There are very real differences in how women and men (and VCs) view entrepreneurship, underscores a new survey

In the increasingly crowded world of venture capital, many more firms are producing research as a way to differentiate themselves from the pack. Earlier this year, for example, Wing, a venture firm that focuses primarily on enterprise startups, published a state of the industrial IoT market. The consumer-tech investment firm Goodwater Capital is becoming known for its occasional equity research report on a still-private company.

Now Illuminate Ventures, a nine-year-old, woman-led, early-stage venture firm that’s focused on enterprise cloud and mobile computing startups, has produced some thought-provoking research of its own around how women and male founders view entrepreneurship, from why they do it to how much support they receive from family members.

First, a little about Illuminate’s methodologies. According to firm founder Cindy Padnos, the firm initially reached out to 1,200 tech founders and venture capitalists who Illuminate presented with a litany of questions about entrepreneurship and motivations and challenges that people face in starting companies. In the end, says Padnos, Illuminate had a response rate of just more than 30 percent, or slightly over 400 completed responses, which it used SurveyMonkey tools to collect.

Roughly half the responses came from partner-level VCs at 150 different venture firms; the other half came from U.S.-based founders who raised venture funding in 2017.

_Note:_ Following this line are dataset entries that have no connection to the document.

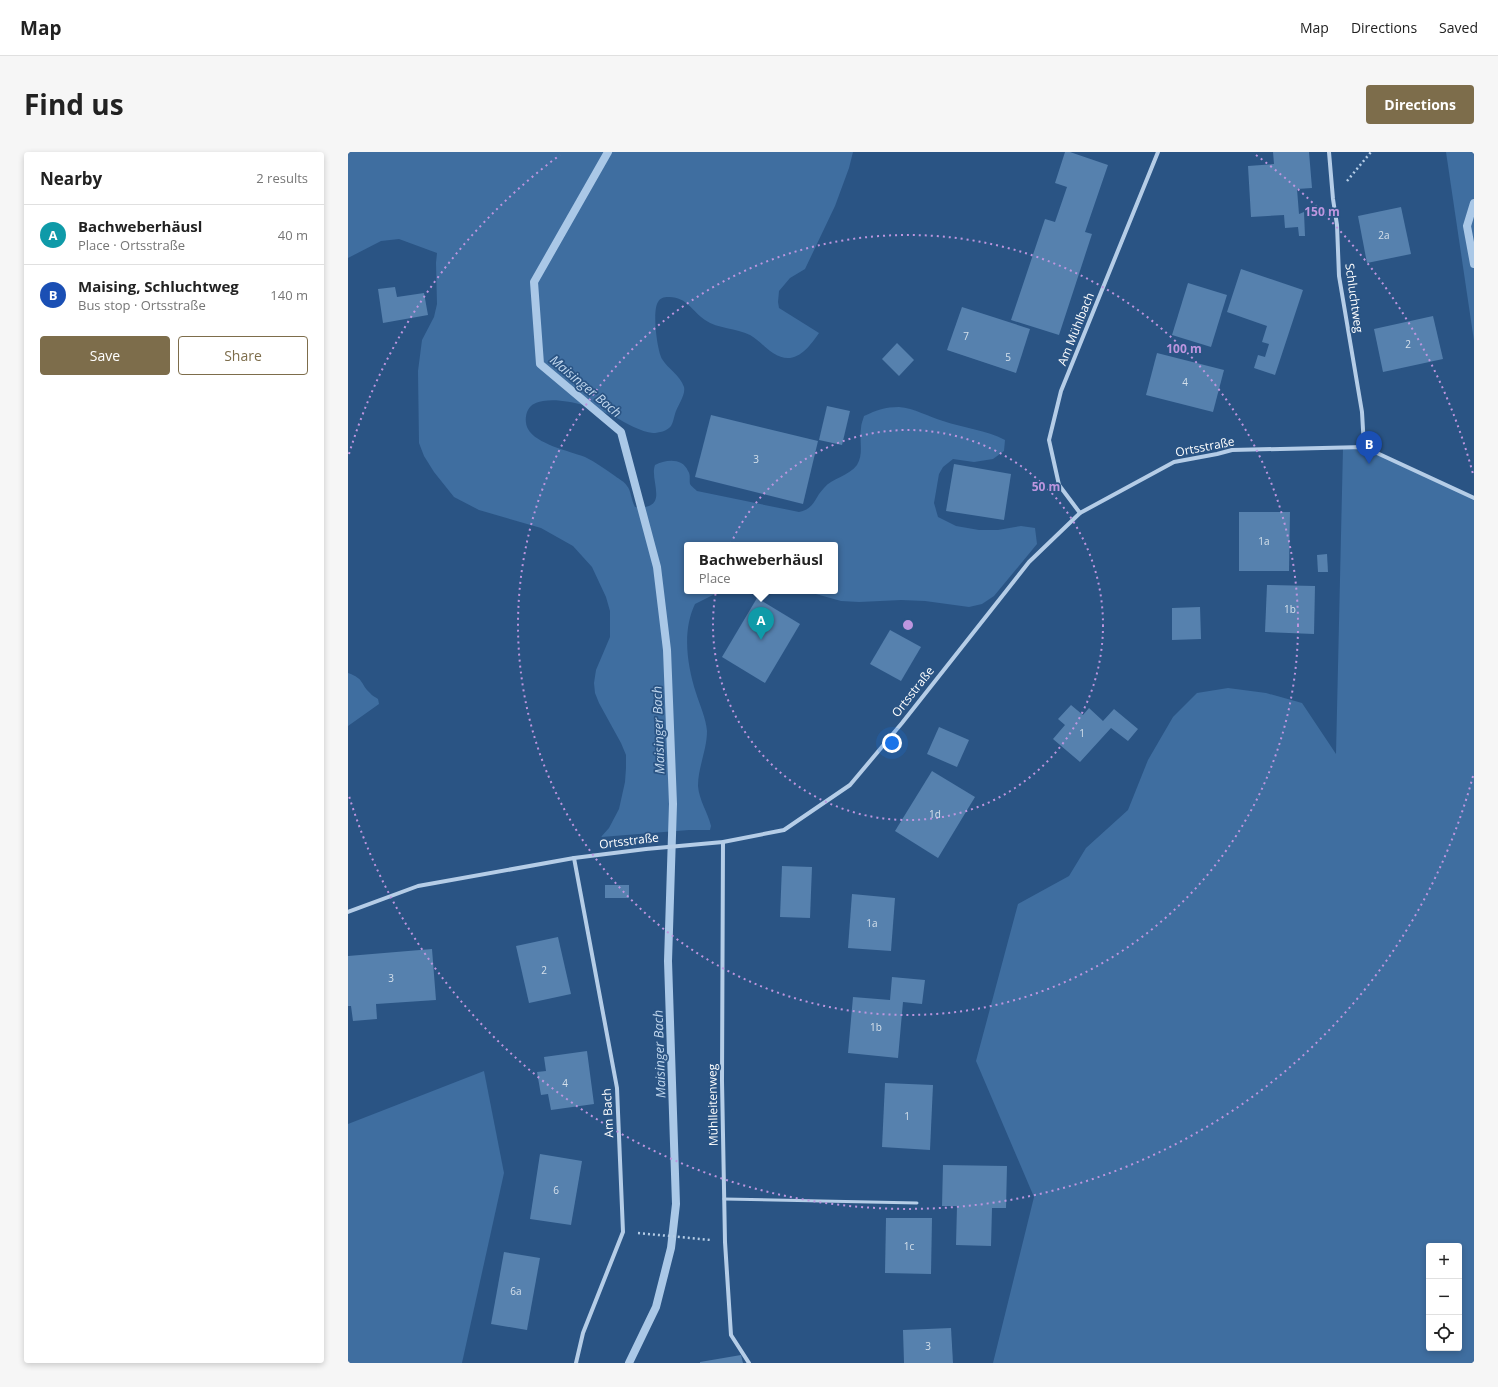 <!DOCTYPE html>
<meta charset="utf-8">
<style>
:root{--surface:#fff;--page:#f6f6f6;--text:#222;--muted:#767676;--line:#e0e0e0;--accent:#7d6d4b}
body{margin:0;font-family:"Open Sans",sans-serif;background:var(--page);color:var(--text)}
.controls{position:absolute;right:12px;bottom:12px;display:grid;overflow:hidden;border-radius:4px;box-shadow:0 2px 6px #0003}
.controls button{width:36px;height:36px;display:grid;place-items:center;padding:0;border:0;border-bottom:1px solid var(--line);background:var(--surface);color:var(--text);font:20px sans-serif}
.you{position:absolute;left:544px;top:591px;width:14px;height:14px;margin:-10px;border:3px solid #fff;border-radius:50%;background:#1a73e8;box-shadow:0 0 0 6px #1a73e833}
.badge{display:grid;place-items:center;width:26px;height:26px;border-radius:50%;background:var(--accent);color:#fff;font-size:13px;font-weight:700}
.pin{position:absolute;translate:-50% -33px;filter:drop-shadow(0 1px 2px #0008)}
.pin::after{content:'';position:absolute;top:21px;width:14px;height:12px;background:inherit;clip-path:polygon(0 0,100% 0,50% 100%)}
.popup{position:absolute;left:336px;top:390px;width:154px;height:52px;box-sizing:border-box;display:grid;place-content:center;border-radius:4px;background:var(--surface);filter:drop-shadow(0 1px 3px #0005);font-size:13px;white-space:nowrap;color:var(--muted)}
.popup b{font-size:15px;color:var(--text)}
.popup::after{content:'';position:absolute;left:50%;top:100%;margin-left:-8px;border:8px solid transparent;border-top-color:var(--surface)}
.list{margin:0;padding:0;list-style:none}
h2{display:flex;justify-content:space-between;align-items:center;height:52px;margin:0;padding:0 16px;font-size:17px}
h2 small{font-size:13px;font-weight:400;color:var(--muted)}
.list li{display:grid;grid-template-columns:26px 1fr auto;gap:12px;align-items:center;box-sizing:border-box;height:60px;padding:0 16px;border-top:1px solid var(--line)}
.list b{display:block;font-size:15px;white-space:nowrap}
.list p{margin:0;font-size:13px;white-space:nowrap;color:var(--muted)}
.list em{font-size:13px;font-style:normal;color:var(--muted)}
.actions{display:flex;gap:8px;padding:12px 16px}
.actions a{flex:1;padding:9px 0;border:1px solid var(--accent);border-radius:4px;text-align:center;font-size:14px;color:var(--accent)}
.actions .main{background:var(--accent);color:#fff}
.icon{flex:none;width:22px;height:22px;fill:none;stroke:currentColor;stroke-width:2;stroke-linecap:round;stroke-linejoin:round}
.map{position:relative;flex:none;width:1126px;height:1211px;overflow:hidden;border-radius:4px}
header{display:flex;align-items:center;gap:24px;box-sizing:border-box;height:56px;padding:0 20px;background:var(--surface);border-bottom:1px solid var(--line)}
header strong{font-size:19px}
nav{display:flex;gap:22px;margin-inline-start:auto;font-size:14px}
.intro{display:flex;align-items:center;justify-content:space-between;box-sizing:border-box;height:96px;padding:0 24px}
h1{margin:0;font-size:28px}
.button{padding:10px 18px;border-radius:4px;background:var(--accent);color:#fff;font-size:14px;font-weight:700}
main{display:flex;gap:24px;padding:0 24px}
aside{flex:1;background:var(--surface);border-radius:4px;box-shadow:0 2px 6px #0003}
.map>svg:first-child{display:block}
.green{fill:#3f6ea0;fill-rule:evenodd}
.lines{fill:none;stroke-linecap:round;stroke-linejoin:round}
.stream{stroke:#aac8e7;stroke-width:8}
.building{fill:#5681ae}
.path{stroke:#b5cde7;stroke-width:2.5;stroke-dasharray:2 3;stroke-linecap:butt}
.service{stroke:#b5cde7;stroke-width:3}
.minor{stroke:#b5cde7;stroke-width:4}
.ring{fill:none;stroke:#bd96df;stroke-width:2;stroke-dasharray:2 4}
.labels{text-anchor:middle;stroke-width:3.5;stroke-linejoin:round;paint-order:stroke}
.number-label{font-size:10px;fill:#d5e0eb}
.street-label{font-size:12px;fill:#fff;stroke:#2a5484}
.water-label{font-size:13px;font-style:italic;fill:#c1d7ee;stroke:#2a5484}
.centre{fill:#bd96df;stroke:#2a5484;stroke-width:2}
.ring-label{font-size:12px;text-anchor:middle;font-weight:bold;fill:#bd96df;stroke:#2a5484;stroke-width:3.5;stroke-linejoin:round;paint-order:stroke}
</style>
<header>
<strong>Map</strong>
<nav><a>Map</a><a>Directions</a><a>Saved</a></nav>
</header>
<div class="intro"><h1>Find us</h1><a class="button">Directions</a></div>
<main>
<aside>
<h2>Nearby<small>2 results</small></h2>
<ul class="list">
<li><span class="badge" style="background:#0f9aa8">A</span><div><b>Bachweberhäusl</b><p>Place · Ortsstraße</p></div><em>40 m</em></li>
<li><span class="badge" style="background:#1a4fb4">B</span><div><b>Maising, Schluchtweg</b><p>Bus stop · Ortsstraße</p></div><em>140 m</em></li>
</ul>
<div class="actions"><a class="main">Save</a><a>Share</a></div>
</aside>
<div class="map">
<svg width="1126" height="1211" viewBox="0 0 1126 1211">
<rect width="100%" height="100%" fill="#2a5484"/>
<g class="green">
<path d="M0 0H505L501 16 487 54 457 117 442 126 431 139 430 150 431 156 471 181C460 197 446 215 425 201 417 196 411 188 402 183 388 176 370 177 357 168 344 159 338 144 320 145 316 145 312 146 310 150 304 159 309 198 314 207 320 217 332 223 336 235 338 243 329 254 327 262 326 265 325 271 323 274 319 279 311 281 305 281 293 280 278 271 267 265 249 256 215 245 195 249 189 250 183 252 180 258 177 263 177 272 180 277 188 292 221 299 237 305 247 310 257 317 267 324 271 327 277 330 279 334 283 338 283 348 287 355 323 358 301 329 307 313 317 308 334 305 340 319 343 323 341 328 342 332 343 334 347 337 349 339L451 360C467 357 466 346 476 336 484 326 501 324 509 313 516 302 511 288 513 276 513 272 515 268 516 264 529 258 537 255 551 255 566 256 581 265 595 269 616 276 638 278 657 288L656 299 645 307 626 310 605 307 595 315 591 322 586 351 590 365 608 374 631 378H650L673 374 687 376 689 392 646 444 634 452 621 455 577 449 553 448 511 450 493 449 457 439H487V393H339V439H373L347 452C334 479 339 513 348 541 352 554 358 566 359 579 359 598 350 615 350 634 351 648 360 661 363 674L362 678H341L253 685 261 676 271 657 277 630 278 616V603L273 591 251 551 247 541 246 531 248 518 262 485V459L258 445 244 415 225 394 193 376 131 358 106 345 86 320 76 304 71 291 70 219 74 188 86 165 89 152 88 111 89 101 51 87 33 89 0 106Z"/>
<polygon points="1098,0 1126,0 1126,189"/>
<path d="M1016 295 1126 346V1211H645L686 1045 628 909 670 752 721 724 738 696 780 658 800 608 825 565 849 541 880 536 918 541 954 551 988 602 995 296ZM1081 1094H1111V1196H1081Z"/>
<path d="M0 521C17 527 12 532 22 541 24 544 28 545 30 547L31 552 0 574Z"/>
<polygon points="136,919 156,1021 114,1211 0,1211 0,972"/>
</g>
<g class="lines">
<g class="stream">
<polyline points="260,0 186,130 192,212 273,280 309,415 319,498 325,652 320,809 328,1052 323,1096 308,1155 281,1211"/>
<polyline points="1126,51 1119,74 1126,112"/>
</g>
</g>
<g class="building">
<polygon points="717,0 722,0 760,13 737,80 744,82 711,183 663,168 697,67 707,70 719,35 707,31"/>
<polygon points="925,0 961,0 964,36 949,37 951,62 956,60 957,84 951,84 950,75 937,76 936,63 903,65 900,14 926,12"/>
<polygon points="1053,55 1063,102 1019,111 1010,64"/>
<polygon points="893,117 955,138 927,223 906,216 910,203 917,205 921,192 914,190 919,174 879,160"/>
<polygon points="840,131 879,143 863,195 824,183"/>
<polygon points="47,135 49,145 76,141 80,163 35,171 30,137"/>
<polygon points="614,155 682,177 668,221 599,198"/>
<polygon points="1085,164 1095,207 1035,220 1026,177"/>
<polygon points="549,191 566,208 551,224 534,207"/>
<polygon points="809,201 876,218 865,260 798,243"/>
<polygon points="479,254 502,259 494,293 471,288"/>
<polygon points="363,263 470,289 455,352 347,325"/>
<polygon points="606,312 663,322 656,368 598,359"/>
<polygon points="891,360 942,360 941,419 891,419"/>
<polygon points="979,402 980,420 970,420 969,403"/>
<polygon points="919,433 967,434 966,482 917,480"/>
<polygon points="409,446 452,472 417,531 374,505"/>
<polygon points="852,455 853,487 824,488 824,456"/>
<polygon points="542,478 573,495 553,529 522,512"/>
<polygon points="723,553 735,563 741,556 755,569 766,557 790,577 780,589 763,576 732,610 705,587 717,573 710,567"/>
<polygon points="591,575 621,588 609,615 579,602"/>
<polygon points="584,619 627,645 590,706 547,679"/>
<polygon points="434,714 464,715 462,766 432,765"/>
<rect x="257" y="733" width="24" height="13"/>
<polygon points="504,742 547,746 543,799 500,796"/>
<polygon points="210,785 223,842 181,851 168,794"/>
<polygon points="84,797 88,848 28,852 29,867 5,869 3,854 0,854 0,804"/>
<polygon points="544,825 577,828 574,852 555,850 550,906 500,901 505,845 542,848"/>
<polygon points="239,899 246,952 203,958 200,942 193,943 189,920 198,919 196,905"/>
<polygon points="537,931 585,933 582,998 534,995"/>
<polygon points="192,1002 234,1009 223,1073 182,1067"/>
<polygon points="595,1013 659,1014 658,1056 644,1056 643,1094 608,1093 609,1054 594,1054"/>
<polygon points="538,1066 584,1066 583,1122 537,1121"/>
<polygon points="156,1100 192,1106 179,1178 143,1172"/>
<polygon points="603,1176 605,1211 556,1211 555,1178"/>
<polygon points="393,1203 395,1211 352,1211 352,1210"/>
</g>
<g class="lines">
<g class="path">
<polyline points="999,29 1023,0"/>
<polyline points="290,1081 363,1088"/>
</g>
<polyline class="service" points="376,1047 569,1051"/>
<g class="minor">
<polyline points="981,0 985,47 989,73 991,124 1014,260 1016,295"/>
<polyline points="732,361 711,333 701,288 713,239 810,0"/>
<polyline points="375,690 374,929 377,1090 383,1183 401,1211"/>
<polyline points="226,706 269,936 275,1080 235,1181 228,1211"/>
<polyline points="0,760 70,734 226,706 298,697 375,690 436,678 502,633 554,571 681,410 732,361 826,310 869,302 884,298 1016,295 1126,346"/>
</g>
</g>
<g class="ring">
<circle cx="560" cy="473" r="195"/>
<circle cx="560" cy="473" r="390"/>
<path d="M1125 624A585 585 0 0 1 1 644M1 302A585 585 0 0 1 212 3M908 3A585 585 0 0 1 1125 322"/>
</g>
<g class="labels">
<g class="number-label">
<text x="1036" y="87">2a</text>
<text x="618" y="188">7</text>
<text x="1060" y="196">2</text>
<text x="660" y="209">5</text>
<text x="837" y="234">4</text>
<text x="408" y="311">3</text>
<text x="916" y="393">1a</text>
<text x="942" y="461">1b</text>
<text x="734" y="585">1</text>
<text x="587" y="666">1d</text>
<text x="524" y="775">1a</text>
<text x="196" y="822">2</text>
<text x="43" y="830">3</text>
<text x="528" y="879">1b</text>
<text x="217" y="935">4</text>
<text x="559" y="968">1</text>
<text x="208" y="1042">6</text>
<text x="561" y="1098">1c</text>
<text x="168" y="1143">6a</text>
<text x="580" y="1198">3</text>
</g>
<g class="street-label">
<text transform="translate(1006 146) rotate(82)" y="4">Schluchtweg</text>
<text transform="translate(728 177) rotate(-68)" y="4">Am Mühlbach</text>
<text transform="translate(857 295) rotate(-11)" y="4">Ortsstraße</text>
<text transform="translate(565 540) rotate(-52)" y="4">Ortsstraße</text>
<text transform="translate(281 689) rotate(-7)" y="4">Ortsstraße</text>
<text transform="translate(365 953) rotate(-91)" y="4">Mühlleitenweg</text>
<text transform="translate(260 961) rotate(-93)" y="4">Am Bach</text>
</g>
<g class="water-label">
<text transform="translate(238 234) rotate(40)" y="5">Maisinger Bach</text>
<text transform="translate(310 578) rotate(-92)" y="5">Maisinger Bach</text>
<text transform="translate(311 902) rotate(-92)" y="5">Maisinger Bach</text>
</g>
</g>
<circle cx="560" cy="473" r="6" class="centre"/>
<g class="ring-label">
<text x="974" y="64">150 m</text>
<text x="836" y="201">100 m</text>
<text x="698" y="339">50 m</text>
</g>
</svg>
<div class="controls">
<button>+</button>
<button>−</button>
<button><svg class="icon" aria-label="locate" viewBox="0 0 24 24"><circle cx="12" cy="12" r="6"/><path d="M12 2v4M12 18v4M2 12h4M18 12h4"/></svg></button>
</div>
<div class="you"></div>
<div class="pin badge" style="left:413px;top:488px;background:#0f9aa8">A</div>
<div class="popup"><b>Bachweberhäusl</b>Place</div>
<div class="pin badge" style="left:1021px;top:312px;background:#1a4fb4">B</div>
</div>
</main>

So what did they have to say? A lot. If we’re being honest, the survey was so wide-ranging as to be a bit overwhelming. (You can check out the full paper here.) In the meantime, some of the most interesting takeaways can be grouped into a couple of different categories. One of these seems to disprove old myths. Among them:

  • The belief that entrepreneurs launch companies chiefly for financial gain is seemingly a myth. Only 15 percent of male founders and 2 percent of the female founders who responded to the survey said that money is their primary motivation.
  • Respondents — both founders and VCs — also dismissed the idea that a founder needs to have a STEM degree to be a successful tech founder.
  • Traditional thinking that women founders are more risk-averse than men or are unable to balance the needs of work and family are also incorrect or, at least, outdated, based on feedback from survey respondents. More than twice the percentage of male founders indicated that “balancing family and work” was a strong barrier to their starting a company (31 percent versus 17 percent of women founders). They also rated the “need for financial security” as a strong barrier in slightly higher numbers (49 percent versus 42 percent of women respondents).
  • It’s widely believed that both women and men, especially in today’s go-go markets, start companies largely for the potential financial gain, but money actually has little to do with why either start companies. In fact, women say the top three reasons they start companies, in descending order of importance, is to bring their ideas to market, create a long-lasting business and prove to themselves that they can do it. Men similarly said that bringing their ideas to market is their top motivator, followed by creating a long-lasting business. Men did rate the “significant financial gain” that can come with entrepreneurship third on their list, so it’s not entirely a “myth,” even if it’s greatly exaggerated.

Interestingly, the survey also showed a real disconnect between how VCs view founders and how founders view themselves. For example:

  • Male VCs ranked male founders as likely to be stronger than women in 4 of 10 “success attributes” that were measured. Similarly (and somewhat depressingly), women VCs found only one attribute where they saw women founders as stronger than men, being “smart risk-takers.”
  • In large percentages, both male and female VCs saw 15 of 16 potential barriers to entrepreneurial success as more likely to impact women founders than men.
  • More than half of VCs said they believe that men are more likely to have attributes like “prior start-up experience” and the “desire to scale a business massively.” But founder responses refuted the notion that they share VCs’ thinking on this front.
  • Another way that VCs and founders appear to think differently: None of the VCs who participated in the survey selected “gaining the support of family” among the top five barriers to entrepreneurial success, while nearly a quarter of both male and female founders said it was.
  • A stat we found to be particularly surprising was the disconnect between how male and female VCs view founders who “think big” and have “strategic vision” and how that impacts their odds of achieving their goals. While 40 percent of women VCs said this was a bigger barrier to success when it comes to female founders, just 12 percent of male VCs said the same of female founders. Could it be that women investors think they are more attuned to how women founders are perceived? Are they themselves harder on women founders? Or are they meeting with more women founders and seeing less ambitious ideas than they’d like? In some ways, the stats create more questions than they answer.

Again, you can check out the full study here. It has all kinds of interesting nuggets that could start fresh conversations about what’s happening in the startup industry right now.